Seeing as how I've had a bit of experience with Beowulf clusters, I've decided to take it upon myself to write some documentation about the clusters I've designed, and clusters in general. (Not to mention I'm getting paid to do so :).
I've had the privilege to design two Beowulf clusters. One for the NCSA Automated Learning Group and the other for the Illinois Genetic Algorithms Lab.
So what the hell is a Beowulf Cluster then? Well, a Beowulf cluster is just a group of loosely synchronized machines dedicated to a single purpose. So essentially, you can take a bunch Linux machines, throw them all on a hub, and call it a Beowulf cluster, and you would be correct.

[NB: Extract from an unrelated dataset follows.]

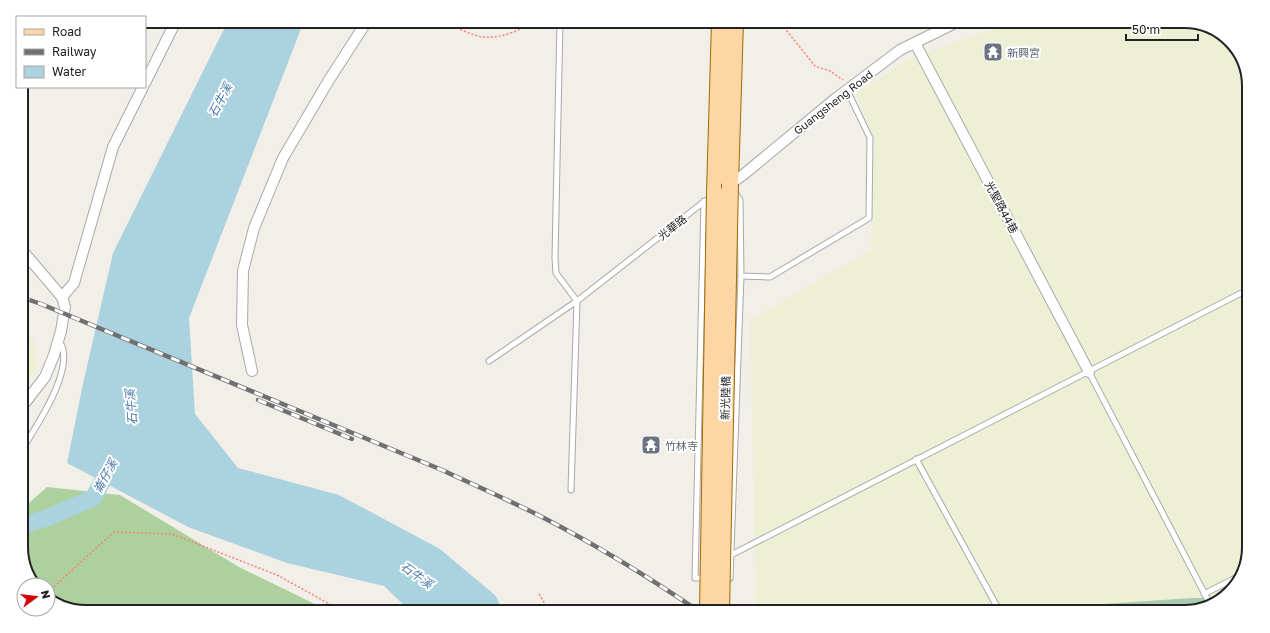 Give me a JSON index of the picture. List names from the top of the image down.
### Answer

There are several sources for information on Beowulf on the web and even in print, so much so that the typical user might be overwhelmed. Moreover, for various reasons, some documents seem to try to make Beowulf seem more complicated or wordy that it actually is (Printed media is usually the most guilty of this, as they have physical pages to fill). A nice place to start is probably the Beowulf HOWTO, or right here. I've tried to be as factual and concise as possible, but keep in mind that currently this document is geared toward the use and maintenance of an actual cluster I have built, rather than the design. I will add some more design material on my own time.
The rest of the documentation is written in sgml.